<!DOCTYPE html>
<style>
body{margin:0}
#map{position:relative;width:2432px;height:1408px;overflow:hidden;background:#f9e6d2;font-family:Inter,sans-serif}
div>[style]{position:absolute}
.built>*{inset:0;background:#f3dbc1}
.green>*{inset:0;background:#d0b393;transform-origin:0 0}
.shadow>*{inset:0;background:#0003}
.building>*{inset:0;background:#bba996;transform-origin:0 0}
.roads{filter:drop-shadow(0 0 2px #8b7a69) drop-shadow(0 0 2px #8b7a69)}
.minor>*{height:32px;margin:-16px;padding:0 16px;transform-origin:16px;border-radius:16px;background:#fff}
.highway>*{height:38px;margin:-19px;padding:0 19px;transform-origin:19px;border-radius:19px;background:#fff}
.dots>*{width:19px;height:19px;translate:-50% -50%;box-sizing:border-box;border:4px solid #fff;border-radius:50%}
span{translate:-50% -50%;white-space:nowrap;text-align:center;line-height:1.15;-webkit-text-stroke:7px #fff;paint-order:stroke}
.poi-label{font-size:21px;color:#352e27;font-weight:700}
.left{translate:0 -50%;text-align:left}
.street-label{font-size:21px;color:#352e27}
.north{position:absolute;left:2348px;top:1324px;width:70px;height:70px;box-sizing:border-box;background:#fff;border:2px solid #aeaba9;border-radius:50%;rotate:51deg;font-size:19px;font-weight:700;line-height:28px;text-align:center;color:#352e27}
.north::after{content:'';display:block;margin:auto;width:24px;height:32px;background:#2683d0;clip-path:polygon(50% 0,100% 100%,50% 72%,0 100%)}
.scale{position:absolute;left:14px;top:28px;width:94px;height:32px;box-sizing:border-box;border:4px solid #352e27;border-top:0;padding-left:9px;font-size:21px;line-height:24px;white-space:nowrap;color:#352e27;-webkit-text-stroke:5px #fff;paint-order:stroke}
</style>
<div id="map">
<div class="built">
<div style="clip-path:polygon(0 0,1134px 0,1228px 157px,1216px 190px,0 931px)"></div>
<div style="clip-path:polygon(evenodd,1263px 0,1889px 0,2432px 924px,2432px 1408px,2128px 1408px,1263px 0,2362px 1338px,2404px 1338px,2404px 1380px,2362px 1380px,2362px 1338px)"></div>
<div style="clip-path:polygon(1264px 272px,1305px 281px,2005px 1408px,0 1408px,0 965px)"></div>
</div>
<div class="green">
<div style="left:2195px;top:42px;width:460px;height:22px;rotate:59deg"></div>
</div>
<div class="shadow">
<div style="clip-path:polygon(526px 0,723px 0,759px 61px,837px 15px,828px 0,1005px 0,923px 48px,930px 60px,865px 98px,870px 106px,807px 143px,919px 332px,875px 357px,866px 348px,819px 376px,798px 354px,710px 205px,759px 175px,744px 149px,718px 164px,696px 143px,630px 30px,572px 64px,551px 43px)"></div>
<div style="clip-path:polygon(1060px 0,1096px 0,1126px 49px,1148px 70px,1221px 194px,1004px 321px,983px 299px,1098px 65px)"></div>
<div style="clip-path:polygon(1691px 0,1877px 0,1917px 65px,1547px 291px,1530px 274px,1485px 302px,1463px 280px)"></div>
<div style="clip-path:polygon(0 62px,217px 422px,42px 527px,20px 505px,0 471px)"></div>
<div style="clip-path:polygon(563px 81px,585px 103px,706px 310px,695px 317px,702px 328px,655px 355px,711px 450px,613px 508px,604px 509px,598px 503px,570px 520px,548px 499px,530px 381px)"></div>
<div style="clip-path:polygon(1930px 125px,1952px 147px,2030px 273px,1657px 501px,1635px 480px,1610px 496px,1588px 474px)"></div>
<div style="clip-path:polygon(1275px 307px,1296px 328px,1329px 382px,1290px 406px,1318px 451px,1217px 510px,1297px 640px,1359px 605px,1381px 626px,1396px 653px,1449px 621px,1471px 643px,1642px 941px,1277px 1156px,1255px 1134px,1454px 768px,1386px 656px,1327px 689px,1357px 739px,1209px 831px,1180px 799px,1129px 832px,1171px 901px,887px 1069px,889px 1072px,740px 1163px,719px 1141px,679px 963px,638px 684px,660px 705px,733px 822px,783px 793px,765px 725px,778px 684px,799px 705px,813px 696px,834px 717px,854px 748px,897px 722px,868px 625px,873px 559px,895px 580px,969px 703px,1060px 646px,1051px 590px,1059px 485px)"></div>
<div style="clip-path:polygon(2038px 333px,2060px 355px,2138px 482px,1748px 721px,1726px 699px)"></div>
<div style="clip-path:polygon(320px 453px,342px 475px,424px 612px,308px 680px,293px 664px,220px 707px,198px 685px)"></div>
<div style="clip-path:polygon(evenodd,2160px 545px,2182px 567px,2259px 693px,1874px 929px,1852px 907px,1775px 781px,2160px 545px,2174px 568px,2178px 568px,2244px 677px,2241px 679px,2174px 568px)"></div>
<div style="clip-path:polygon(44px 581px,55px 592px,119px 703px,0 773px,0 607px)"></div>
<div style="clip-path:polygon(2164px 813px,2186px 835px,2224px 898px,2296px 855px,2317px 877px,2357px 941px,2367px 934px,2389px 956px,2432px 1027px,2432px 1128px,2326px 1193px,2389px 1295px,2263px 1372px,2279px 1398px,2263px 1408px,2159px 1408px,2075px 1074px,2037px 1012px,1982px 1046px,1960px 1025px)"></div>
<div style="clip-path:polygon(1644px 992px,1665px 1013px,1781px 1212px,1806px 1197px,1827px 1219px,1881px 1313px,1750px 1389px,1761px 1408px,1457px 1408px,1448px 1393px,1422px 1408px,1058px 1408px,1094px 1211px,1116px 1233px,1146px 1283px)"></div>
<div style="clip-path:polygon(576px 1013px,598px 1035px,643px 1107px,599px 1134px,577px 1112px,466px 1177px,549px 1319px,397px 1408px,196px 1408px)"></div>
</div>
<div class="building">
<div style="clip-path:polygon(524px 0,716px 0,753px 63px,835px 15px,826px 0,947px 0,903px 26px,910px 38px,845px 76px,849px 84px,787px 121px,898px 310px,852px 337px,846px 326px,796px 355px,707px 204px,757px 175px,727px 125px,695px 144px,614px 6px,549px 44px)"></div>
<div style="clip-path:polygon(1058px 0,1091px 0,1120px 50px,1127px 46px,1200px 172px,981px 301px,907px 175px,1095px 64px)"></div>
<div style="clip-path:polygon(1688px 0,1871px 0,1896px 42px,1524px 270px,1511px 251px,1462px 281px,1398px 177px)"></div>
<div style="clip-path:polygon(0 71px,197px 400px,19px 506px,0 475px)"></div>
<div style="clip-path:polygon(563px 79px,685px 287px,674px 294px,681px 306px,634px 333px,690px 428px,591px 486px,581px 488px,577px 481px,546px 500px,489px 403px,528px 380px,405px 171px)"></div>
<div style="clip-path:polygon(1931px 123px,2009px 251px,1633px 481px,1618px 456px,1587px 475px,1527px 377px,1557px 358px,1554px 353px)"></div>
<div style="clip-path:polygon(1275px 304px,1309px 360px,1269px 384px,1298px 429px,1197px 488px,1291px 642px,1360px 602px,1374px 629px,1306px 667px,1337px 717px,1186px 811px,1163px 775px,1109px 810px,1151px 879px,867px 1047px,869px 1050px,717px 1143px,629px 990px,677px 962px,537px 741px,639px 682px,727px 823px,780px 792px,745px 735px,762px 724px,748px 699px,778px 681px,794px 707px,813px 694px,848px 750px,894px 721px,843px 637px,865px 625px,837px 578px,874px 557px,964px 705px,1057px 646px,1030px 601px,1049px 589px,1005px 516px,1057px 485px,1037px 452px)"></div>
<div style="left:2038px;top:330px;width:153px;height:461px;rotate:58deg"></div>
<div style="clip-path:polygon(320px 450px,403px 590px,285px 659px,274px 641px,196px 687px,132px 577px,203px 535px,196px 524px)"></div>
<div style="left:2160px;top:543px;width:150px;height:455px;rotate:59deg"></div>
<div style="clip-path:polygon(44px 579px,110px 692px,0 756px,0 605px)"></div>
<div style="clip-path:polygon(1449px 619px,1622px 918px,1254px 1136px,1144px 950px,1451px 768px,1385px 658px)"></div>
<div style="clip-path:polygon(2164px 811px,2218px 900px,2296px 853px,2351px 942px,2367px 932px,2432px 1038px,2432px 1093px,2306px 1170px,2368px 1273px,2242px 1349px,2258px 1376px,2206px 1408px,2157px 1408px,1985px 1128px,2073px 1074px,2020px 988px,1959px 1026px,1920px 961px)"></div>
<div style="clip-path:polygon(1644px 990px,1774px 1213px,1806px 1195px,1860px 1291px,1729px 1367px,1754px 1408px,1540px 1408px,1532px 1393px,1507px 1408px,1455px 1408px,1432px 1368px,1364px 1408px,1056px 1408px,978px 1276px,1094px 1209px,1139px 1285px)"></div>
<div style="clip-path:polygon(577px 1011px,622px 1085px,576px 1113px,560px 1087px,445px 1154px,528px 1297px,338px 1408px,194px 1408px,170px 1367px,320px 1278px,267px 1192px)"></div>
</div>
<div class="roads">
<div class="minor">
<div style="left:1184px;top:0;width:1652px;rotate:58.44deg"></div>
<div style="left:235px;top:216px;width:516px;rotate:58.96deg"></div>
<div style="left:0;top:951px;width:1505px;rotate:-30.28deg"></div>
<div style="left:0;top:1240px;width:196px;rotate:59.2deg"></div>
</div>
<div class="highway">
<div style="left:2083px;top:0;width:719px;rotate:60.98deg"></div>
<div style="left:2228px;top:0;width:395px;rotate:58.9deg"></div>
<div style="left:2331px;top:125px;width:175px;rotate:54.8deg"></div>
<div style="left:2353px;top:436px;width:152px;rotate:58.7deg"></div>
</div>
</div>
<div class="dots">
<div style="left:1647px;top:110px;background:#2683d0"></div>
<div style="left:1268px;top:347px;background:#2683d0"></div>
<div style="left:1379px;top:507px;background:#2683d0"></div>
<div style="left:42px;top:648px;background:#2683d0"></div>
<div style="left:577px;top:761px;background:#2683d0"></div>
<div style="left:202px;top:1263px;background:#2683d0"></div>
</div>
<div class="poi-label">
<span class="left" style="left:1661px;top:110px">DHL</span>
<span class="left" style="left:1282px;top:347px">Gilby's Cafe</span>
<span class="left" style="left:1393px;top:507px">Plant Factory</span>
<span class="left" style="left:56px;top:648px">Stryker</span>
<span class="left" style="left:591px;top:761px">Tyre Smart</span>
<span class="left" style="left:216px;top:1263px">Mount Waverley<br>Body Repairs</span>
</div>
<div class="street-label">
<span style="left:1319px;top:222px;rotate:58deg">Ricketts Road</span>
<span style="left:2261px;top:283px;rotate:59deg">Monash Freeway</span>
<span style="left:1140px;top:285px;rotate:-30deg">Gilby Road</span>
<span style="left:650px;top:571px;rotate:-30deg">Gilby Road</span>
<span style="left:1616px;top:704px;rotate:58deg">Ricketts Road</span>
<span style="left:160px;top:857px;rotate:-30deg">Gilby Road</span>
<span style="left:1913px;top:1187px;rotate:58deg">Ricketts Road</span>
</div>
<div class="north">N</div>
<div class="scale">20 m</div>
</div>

* * *

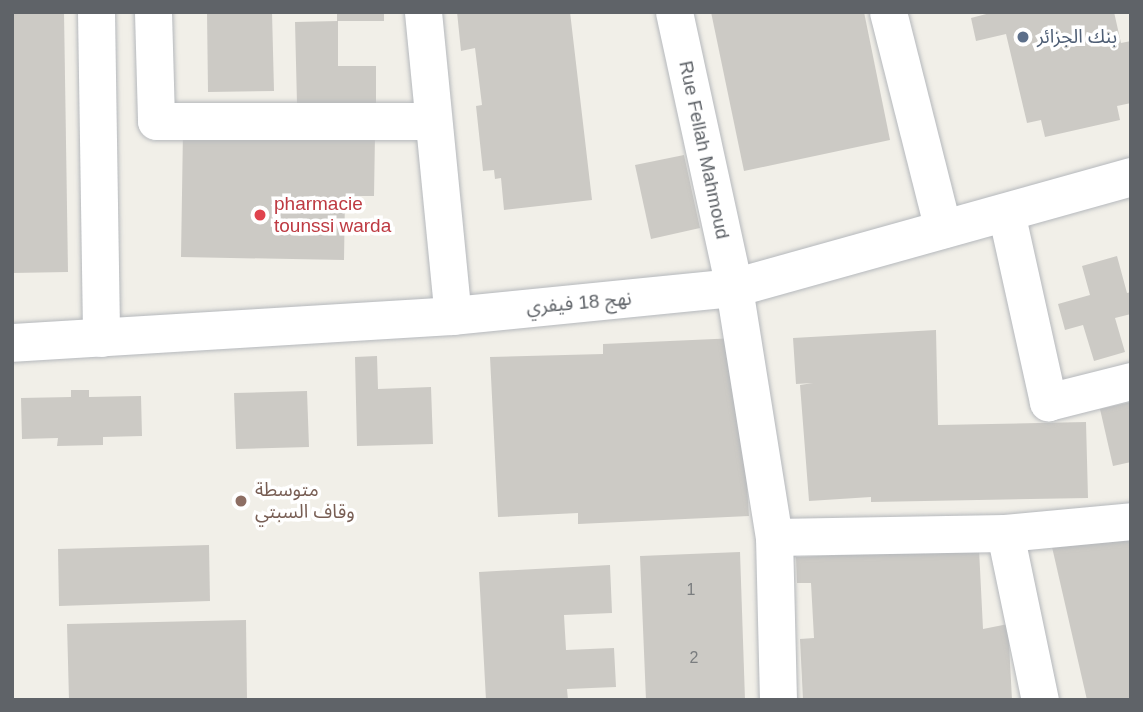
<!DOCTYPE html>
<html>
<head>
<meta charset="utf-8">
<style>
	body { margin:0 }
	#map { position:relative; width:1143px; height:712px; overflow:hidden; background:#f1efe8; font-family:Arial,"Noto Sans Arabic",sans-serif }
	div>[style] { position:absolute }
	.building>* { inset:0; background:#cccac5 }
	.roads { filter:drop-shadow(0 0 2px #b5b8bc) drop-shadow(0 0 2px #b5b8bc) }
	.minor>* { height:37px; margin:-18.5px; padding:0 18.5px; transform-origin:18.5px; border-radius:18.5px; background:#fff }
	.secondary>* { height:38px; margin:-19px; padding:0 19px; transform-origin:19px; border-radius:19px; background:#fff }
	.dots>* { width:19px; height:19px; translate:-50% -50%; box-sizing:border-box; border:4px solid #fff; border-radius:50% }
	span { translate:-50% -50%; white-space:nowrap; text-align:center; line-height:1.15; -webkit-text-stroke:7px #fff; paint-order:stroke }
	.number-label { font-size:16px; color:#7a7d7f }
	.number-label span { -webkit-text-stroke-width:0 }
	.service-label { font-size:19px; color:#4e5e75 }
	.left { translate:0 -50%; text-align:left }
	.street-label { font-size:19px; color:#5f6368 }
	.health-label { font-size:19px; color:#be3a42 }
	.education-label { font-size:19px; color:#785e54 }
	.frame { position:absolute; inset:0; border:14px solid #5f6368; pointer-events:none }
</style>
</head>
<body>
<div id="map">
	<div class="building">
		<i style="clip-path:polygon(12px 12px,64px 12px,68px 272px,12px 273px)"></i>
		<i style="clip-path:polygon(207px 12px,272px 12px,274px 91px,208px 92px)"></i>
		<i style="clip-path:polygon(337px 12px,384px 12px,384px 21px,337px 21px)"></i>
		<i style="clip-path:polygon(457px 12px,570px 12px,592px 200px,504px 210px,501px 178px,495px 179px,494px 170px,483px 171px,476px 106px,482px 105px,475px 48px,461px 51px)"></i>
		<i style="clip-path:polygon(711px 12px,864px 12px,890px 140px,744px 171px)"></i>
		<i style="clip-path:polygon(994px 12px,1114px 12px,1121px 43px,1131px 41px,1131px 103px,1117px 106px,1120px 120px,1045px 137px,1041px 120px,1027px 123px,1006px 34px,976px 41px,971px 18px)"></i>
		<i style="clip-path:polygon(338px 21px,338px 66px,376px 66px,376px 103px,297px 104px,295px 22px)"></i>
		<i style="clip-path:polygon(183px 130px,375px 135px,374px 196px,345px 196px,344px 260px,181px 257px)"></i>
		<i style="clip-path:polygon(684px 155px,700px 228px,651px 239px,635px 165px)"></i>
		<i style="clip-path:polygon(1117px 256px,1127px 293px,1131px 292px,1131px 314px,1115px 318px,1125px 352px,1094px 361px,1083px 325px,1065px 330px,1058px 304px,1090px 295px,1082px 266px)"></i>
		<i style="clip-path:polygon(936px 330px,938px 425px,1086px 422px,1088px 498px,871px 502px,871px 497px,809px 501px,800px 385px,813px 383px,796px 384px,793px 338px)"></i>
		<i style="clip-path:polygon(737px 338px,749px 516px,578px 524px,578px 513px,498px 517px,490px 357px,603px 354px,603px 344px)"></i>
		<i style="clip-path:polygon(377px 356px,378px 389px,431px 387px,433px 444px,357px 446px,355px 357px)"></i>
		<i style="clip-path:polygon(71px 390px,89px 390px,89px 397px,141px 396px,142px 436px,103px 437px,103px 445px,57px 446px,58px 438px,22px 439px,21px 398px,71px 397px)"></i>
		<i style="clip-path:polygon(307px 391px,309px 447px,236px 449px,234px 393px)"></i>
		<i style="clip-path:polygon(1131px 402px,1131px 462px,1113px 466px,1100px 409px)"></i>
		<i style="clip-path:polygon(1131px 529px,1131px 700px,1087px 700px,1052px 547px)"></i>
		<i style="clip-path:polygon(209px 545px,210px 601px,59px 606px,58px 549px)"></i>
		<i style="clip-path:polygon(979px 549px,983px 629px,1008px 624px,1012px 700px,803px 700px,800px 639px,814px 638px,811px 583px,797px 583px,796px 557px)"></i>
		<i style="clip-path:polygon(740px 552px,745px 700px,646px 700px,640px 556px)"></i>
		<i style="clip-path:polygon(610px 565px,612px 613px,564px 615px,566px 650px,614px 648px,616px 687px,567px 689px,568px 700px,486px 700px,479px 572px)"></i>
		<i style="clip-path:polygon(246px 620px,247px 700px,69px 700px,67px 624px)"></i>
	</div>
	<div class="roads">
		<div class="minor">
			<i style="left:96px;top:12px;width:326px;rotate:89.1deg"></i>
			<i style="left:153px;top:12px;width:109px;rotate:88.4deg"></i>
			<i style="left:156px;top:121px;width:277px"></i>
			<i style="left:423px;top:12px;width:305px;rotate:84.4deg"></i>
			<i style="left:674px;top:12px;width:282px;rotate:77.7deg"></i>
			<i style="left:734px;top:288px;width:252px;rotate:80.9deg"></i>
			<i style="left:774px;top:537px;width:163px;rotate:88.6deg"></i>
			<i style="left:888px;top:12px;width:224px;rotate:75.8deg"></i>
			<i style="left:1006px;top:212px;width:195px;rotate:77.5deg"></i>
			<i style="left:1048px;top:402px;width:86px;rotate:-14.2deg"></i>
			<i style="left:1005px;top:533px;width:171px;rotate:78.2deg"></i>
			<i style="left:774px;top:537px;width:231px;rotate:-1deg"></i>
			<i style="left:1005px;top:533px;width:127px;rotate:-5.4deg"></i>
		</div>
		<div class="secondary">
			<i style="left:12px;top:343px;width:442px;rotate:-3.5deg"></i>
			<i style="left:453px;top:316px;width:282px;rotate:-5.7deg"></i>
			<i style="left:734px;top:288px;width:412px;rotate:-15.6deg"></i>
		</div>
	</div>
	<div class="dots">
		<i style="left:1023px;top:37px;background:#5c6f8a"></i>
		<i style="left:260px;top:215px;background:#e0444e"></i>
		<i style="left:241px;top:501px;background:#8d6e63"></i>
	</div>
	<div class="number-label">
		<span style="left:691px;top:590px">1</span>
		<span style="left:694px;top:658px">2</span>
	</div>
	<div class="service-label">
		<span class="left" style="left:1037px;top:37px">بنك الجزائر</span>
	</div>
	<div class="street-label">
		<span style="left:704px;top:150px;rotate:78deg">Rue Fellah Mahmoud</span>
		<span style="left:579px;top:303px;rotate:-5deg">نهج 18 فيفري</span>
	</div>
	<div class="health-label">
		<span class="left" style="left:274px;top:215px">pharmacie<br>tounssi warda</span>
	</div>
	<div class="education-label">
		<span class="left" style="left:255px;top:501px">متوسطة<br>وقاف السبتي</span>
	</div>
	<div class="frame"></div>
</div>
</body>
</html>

- Task objective -
From the listing above, return every line that carries the string "green".

- Exercise answer -
.green>*{inset:0;background:#d0b393;transform-origin:0 0}
<div class="green">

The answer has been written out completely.